REQUIREMENT
Give every entry again, unchanged, and leave its images out.

RECORDS
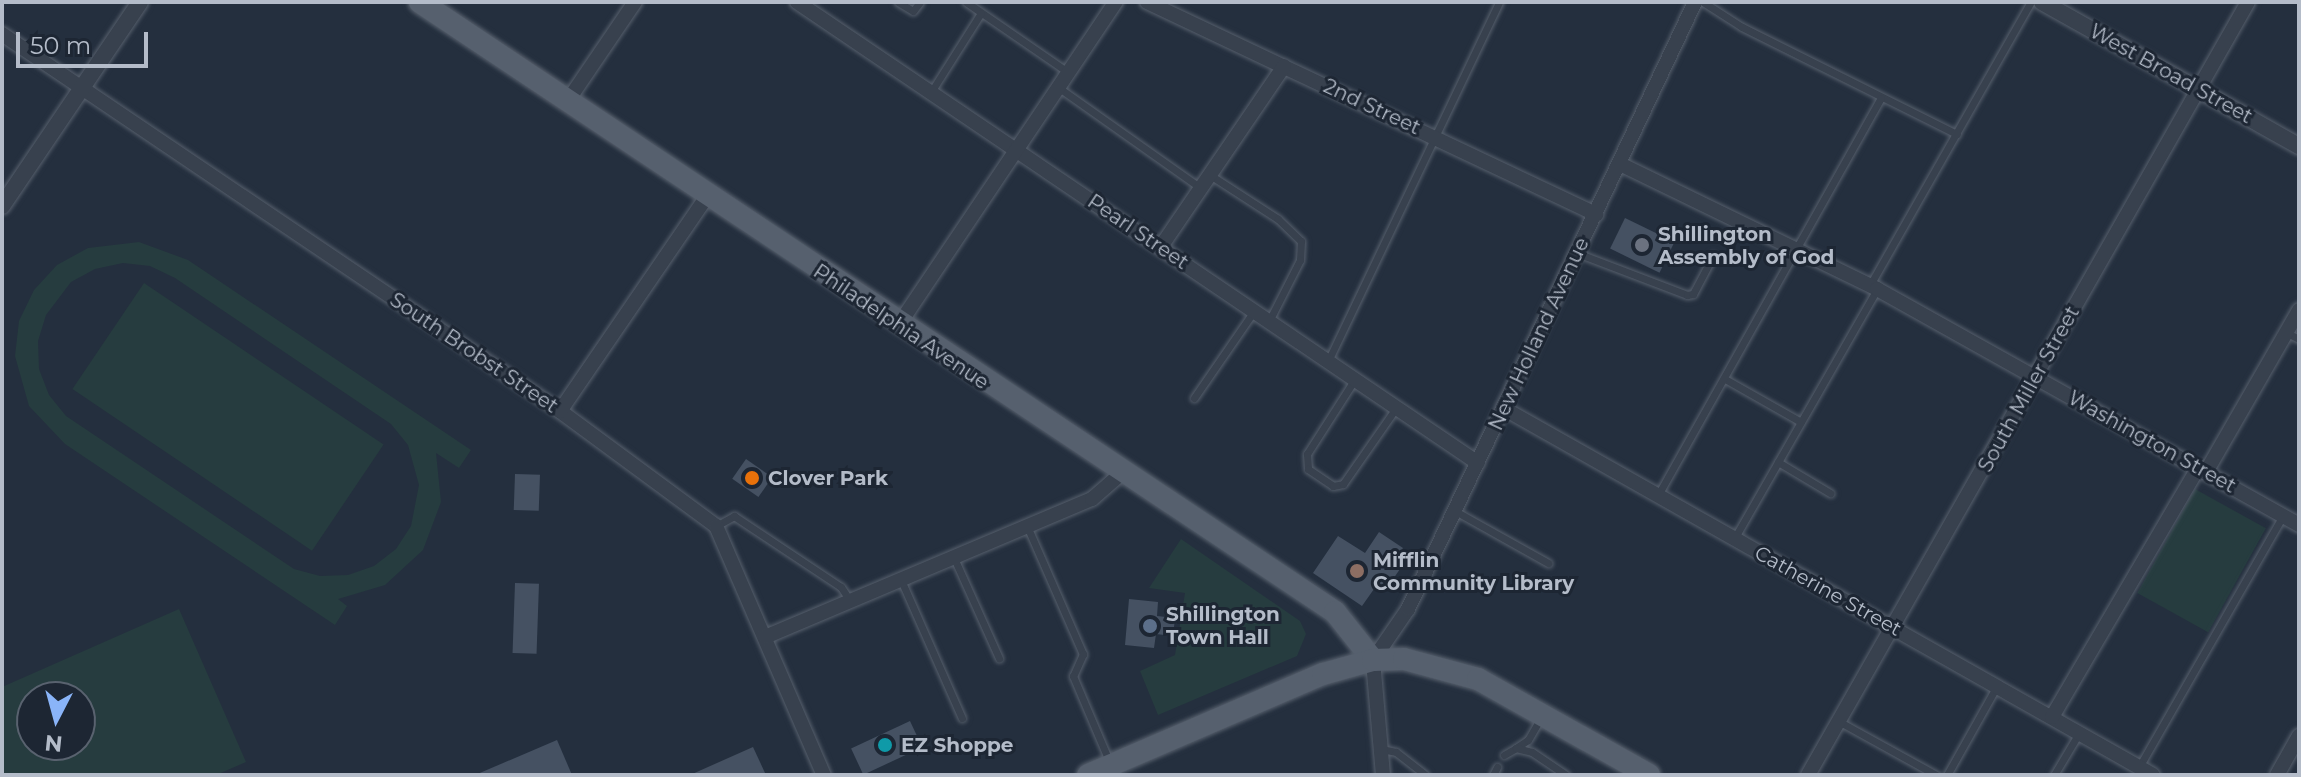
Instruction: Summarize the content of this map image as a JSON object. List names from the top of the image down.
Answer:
{
  "streets": {
    "main road": ["Philadelphia Avenue"],
    "street": [
      "West Broad Street",
      "2nd Street",
      "Pearl Street",
      "New Holland Avenue",
      "South Brobst Street",
      "South Miller Street",
      "Washington Street",
      "Catherine Street"
    ]
  },
  "crossings": [
    ["West Broad Street", "South Miller Street"],
    ["2nd Street", "New Holland Avenue"],
    ["Pearl Street", "New Holland Avenue"],
    ["Philadelphia Avenue", "New Holland Avenue"],
    ["New Holland Avenue", "Washington Street"],
    ["New Holland Avenue", "Catherine Street"],
    ["South Miller Street", "Washington Street"],
    ["South Miller Street", "Catherine Street"]
  ],
  "places": [
    "Shillington Assembly of God",
    "Clover Park",
    "Mifflin Community Library",
    "Shillington Town Hall",
    "EZ Shoppe"
  ],
  "scale_bar": "50 m",
  "north": "bottom"
}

RESULT OF THE EXERCISE
Instruction: Summarize the content of this map image as a JSON object. List names from the top of the image down.
Answer:
{
  "streets": {
    "main road": ["Philadelphia Avenue"],
    "street": [
      "West Broad Street",
      "2nd Street",
      "Pearl Street",
      "New Holland Avenue",
      "South Brobst Street",
      "South Miller Street",
      "Washington Street",
      "Catherine Street"
    ]
  },
  "crossings": [
    ["West Broad Street", "South Miller Street"],
    ["2nd Street", "New Holland Avenue"],
    ["Pearl Street", "New Holland Avenue"],
    ["Philadelphia Avenue", "New Holland Avenue"],
    ["New Holland Avenue", "Washington Street"],
    ["New Holland Avenue", "Catherine Street"],
    ["South Miller Street", "Washington Street"],
    ["South Miller Street", "Catherine Street"]
  ],
  "places": [
    "Shillington Assembly of God",
    "Clover Park",
    "Mifflin Community Library",
    "Shillington Town Hall",
    "EZ Shoppe"
  ],
  "scale_bar": "50 m",
  "north": "bottom"
}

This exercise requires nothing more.